YOUR OBJECTIVE:
Records appear below. Give all of them again, exactly.
--- ENTRIES SHOWN ---
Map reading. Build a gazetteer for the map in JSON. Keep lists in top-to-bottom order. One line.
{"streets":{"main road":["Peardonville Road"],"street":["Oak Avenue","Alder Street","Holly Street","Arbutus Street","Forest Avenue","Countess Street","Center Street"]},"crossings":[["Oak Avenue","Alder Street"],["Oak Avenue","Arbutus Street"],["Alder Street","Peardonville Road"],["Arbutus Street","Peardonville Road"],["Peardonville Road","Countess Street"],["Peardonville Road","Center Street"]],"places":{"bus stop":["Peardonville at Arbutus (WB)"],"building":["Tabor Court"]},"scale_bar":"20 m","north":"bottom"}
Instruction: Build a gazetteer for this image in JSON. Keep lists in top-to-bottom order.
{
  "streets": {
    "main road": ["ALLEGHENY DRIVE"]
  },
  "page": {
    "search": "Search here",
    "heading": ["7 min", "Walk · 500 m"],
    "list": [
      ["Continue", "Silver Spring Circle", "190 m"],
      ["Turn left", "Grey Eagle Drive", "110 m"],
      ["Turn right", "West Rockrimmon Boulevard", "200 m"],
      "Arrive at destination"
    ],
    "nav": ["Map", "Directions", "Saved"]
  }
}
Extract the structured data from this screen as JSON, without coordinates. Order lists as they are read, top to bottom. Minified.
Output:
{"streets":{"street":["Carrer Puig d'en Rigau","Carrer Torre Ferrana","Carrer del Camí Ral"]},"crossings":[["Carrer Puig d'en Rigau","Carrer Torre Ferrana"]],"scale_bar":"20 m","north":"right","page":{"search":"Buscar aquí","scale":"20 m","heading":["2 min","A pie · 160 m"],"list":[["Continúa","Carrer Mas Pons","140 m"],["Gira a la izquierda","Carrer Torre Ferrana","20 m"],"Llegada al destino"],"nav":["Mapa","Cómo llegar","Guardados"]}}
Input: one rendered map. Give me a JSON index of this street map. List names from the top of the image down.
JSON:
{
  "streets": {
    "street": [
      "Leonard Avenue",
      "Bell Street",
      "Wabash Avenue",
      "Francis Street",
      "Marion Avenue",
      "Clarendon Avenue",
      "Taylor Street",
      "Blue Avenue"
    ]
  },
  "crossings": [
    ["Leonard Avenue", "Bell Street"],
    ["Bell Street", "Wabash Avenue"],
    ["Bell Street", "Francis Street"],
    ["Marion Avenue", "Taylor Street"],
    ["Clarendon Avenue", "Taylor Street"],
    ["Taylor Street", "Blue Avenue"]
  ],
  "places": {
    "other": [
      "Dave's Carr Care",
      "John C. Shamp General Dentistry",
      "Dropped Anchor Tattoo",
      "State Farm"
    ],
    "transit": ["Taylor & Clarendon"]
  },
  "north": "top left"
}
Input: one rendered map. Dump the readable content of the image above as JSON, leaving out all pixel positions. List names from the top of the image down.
---
FINAL ANSWER:
Map reading. Build a gazetteer for the map in JSON. Keep lists in top-to-bottom order. One line.
{"streets":{"main road":["Peardonville Road"],"street":["Oak Avenue","Alder Street","Holly Street","Arbutus Street","Forest Avenue","Countess Street","Center Street"]},"crossings":[["Oak Avenue","Alder Street"],["Oak Avenue","Arbutus Street"],["Alder Street","Peardonville Road"],["Arbutus Street","Peardonville Road"],["Peardonville Road","Countess Street"],["Peardonville Road","Center Street"]],"places":{"bus stop":["Peardonville at Arbutus (WB)"],"building":["Tabor Court"]},"scale_bar":"20 m","north":"bottom"}
Instruction: Build a gazetteer for this image in JSON. Keep lists in top-to-bottom order.
{
  "streets": {
    "main road": ["ALLEGHENY DRIVE"]
  },
  "page": {
    "search": "Search here",
    "heading": ["7 min", "Walk · 500 m"],
    "list": [
      ["Continue", "Silver Spring Circle", "190 m"],
      ["Turn left", "Grey Eagle Drive", "110 m"],
      ["Turn right", "West Rockrimmon Boulevard", "200 m"],
      "Arrive at destination"
    ],
    "nav": ["Map", "Directions", "Saved"]
  }
}
Extract the structured data from this screen as JSON, without coordinates. Order lists as they are read, top to bottom. Minified.
Output:
{"streets":{"street":["Carrer Puig d'en Rigau","Carrer Torre Ferrana","Carrer del Camí Ral"]},"crossings":[["Carrer Puig d'en Rigau","Carrer Torre Ferrana"]],"scale_bar":"20 m","north":"right","page":{"search":"Buscar aquí","scale":"20 m","heading":["2 min","A pie · 160 m"],"list":[["Continúa","Carrer Mas Pons","140 m"],["Gira a la izquierda","Carrer Torre Ferrana","20 m"],"Llegada al destino"],"nav":["Mapa","Cómo llegar","Guardados"]}}
Input: one rendered map. Give me a JSON index of this street map. List names from the top of the image down.
JSON:
{
  "streets": {
    "street": [
      "Leonard Avenue",
      "Bell Street",
      "Wabash Avenue",
      "Francis Street",
      "Marion Avenue",
      "Clarendon Avenue",
      "Taylor Street",
      "Blue Avenue"
    ]
  },
  "crossings": [
    ["Leonard Avenue", "Bell Street"],
    ["Bell Street", "Wabash Avenue"],
    ["Bell Street", "Francis Street"],
    ["Marion Avenue", "Taylor Street"],
    ["Clarendon Avenue", "Taylor Street"],
    ["Taylor Street", "Blue Avenue"]
  ],
  "places": {
    "other": [
      "Dave's Carr Care",
      "John C. Shamp General Dentistry",
      "Dropped Anchor Tattoo",
      "State Farm"
    ],
    "transit": ["Taylor & Clarendon"]
  },
  "north": "top left"
}
Input: one rendered map. Dump the readable content of the image above as JSON, leaving out all pixel positions. List names from the top of the image down.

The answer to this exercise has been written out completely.